### Your instructions
Go through the material that comes after this and count the lines containing "building"; report only the count.
====
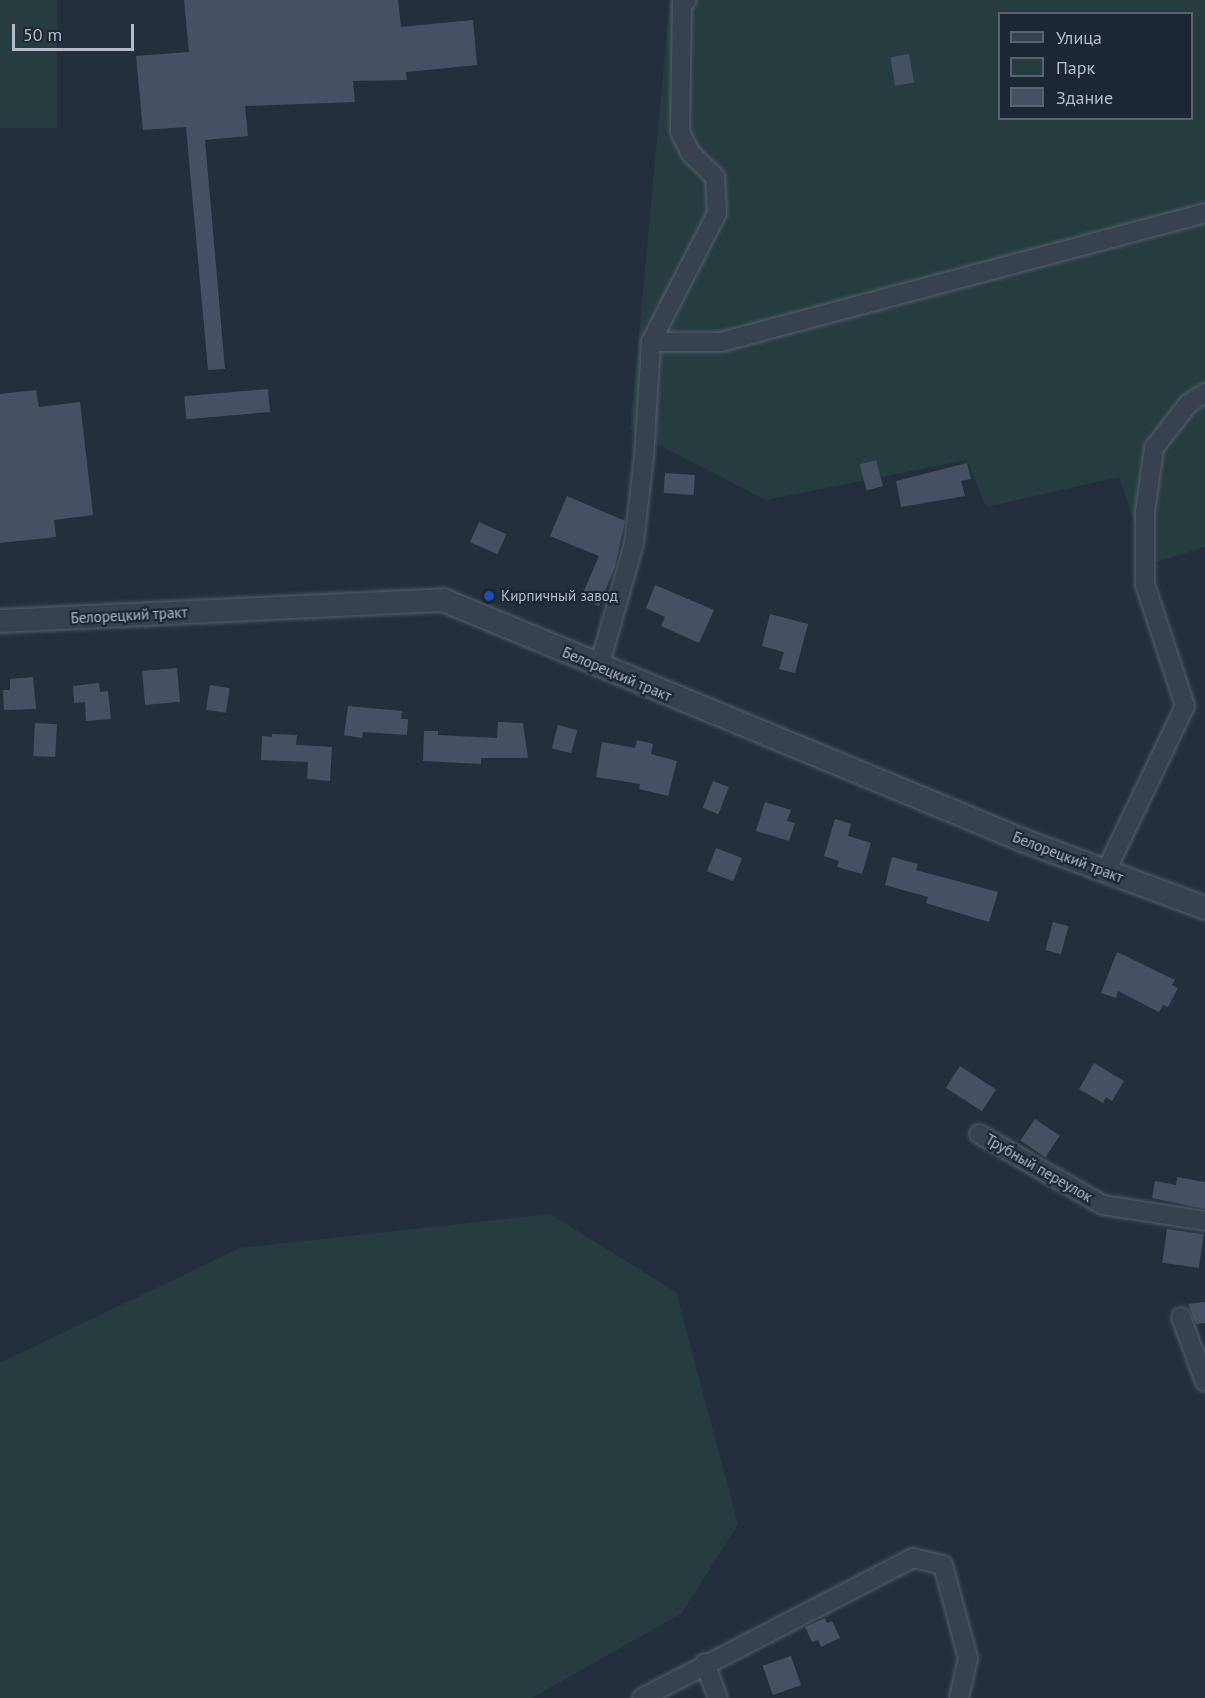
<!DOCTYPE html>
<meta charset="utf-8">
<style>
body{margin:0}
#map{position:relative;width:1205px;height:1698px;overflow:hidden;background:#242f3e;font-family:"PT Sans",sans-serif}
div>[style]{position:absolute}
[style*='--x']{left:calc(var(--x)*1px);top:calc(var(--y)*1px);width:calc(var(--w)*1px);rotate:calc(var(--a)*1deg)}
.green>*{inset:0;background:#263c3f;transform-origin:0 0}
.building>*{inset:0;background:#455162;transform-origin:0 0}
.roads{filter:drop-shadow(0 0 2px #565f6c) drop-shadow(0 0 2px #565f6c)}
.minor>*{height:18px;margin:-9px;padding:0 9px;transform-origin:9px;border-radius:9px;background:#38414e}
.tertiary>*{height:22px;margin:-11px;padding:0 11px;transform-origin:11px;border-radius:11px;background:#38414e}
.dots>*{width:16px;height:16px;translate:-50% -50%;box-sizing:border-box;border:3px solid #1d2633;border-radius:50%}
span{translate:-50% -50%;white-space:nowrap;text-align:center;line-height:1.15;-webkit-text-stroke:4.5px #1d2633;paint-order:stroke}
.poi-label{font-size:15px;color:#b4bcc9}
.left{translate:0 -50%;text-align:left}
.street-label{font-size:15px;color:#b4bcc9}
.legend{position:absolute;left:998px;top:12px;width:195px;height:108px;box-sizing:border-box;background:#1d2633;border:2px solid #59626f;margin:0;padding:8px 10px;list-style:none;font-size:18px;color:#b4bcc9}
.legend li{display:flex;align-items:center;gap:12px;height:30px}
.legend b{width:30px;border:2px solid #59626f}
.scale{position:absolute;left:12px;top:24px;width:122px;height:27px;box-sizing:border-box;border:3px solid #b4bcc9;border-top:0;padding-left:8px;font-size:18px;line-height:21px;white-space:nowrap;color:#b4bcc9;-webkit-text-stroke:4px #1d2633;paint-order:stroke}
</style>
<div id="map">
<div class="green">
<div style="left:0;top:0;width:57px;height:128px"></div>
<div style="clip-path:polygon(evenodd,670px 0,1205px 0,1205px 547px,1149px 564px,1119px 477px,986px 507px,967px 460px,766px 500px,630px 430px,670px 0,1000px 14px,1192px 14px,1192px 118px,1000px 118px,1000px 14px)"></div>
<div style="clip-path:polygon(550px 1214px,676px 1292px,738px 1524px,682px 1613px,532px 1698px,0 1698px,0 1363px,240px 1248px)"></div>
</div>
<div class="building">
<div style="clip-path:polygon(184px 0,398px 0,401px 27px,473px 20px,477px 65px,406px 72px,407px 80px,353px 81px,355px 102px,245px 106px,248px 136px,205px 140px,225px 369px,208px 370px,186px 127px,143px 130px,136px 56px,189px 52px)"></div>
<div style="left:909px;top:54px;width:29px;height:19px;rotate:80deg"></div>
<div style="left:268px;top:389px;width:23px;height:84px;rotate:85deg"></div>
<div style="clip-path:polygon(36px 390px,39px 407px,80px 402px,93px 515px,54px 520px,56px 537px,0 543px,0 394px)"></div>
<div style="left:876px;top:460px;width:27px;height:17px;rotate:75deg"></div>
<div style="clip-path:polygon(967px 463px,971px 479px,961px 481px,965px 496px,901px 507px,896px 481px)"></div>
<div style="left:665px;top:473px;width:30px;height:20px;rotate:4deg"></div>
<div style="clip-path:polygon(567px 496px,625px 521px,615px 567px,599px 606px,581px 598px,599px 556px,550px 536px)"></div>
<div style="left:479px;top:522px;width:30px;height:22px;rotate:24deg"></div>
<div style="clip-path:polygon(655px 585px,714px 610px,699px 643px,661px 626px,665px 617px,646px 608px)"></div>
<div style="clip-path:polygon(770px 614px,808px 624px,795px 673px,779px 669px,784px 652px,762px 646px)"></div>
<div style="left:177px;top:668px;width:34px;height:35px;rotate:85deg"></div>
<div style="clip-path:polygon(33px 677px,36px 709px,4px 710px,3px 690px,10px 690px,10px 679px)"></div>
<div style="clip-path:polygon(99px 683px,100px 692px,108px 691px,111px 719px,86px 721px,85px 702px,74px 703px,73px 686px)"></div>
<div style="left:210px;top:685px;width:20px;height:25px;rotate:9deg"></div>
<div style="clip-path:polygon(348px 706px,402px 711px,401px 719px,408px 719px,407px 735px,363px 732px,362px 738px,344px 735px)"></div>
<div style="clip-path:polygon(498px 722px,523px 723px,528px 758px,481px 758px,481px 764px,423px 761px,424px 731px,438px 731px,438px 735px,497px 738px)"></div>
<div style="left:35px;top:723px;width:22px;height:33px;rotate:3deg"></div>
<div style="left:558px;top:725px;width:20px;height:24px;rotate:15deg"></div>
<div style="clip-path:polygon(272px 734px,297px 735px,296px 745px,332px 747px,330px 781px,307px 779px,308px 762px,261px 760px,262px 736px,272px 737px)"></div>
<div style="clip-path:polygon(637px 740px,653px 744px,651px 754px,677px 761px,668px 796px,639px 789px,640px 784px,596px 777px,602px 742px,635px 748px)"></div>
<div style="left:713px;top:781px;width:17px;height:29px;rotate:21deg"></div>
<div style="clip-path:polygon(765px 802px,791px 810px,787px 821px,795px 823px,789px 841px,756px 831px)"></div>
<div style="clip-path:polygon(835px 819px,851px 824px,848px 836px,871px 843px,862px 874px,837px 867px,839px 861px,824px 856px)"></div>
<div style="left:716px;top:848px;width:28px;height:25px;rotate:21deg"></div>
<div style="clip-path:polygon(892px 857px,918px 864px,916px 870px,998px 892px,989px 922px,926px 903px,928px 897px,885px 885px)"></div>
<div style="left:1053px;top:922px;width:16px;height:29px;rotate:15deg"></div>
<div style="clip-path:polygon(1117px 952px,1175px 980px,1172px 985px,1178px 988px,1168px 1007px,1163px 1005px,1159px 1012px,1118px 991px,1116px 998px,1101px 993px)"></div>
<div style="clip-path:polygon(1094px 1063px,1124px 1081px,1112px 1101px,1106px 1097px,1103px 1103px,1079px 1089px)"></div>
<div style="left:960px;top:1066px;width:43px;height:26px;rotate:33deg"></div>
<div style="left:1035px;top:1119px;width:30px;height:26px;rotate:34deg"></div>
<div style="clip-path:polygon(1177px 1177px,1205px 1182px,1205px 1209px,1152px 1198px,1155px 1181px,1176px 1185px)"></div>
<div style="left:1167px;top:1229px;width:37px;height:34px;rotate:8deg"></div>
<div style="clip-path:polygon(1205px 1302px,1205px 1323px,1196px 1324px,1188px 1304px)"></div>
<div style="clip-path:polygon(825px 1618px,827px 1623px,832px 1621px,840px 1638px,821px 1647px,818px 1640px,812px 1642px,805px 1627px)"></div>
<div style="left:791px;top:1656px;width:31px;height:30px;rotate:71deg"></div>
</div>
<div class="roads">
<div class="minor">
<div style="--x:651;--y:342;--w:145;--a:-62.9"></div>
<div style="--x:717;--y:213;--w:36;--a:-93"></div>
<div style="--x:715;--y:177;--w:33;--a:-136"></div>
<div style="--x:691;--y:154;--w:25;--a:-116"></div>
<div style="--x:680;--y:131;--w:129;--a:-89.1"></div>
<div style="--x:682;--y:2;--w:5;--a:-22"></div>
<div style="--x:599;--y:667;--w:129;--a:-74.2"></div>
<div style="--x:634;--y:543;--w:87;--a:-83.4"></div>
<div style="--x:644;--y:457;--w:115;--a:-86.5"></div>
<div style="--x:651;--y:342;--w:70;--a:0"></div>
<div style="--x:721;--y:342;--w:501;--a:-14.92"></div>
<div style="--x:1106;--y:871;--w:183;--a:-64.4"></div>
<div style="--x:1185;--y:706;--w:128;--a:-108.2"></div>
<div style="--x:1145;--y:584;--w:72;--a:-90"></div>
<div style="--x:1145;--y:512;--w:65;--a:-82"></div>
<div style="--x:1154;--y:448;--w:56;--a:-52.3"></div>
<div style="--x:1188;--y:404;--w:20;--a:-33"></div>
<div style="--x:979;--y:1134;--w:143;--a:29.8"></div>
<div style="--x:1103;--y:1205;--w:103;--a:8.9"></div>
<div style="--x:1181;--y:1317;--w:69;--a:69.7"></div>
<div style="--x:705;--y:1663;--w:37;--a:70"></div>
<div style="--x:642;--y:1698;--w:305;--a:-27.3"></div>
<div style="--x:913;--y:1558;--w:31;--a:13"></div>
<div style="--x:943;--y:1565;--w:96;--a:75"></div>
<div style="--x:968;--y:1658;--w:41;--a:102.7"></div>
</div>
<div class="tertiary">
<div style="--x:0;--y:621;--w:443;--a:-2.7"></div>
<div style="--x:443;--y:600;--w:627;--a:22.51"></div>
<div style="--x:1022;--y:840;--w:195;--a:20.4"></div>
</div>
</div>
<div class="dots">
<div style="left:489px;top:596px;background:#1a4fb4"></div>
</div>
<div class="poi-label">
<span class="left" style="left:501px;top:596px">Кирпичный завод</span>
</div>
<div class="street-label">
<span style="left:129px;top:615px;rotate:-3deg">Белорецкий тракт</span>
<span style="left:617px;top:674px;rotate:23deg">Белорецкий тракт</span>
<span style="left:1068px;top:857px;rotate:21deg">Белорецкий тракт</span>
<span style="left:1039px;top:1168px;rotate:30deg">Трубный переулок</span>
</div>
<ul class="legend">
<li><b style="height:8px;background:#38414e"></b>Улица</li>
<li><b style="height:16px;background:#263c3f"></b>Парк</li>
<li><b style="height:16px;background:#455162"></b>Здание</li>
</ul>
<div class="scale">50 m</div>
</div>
====
### Completed task
2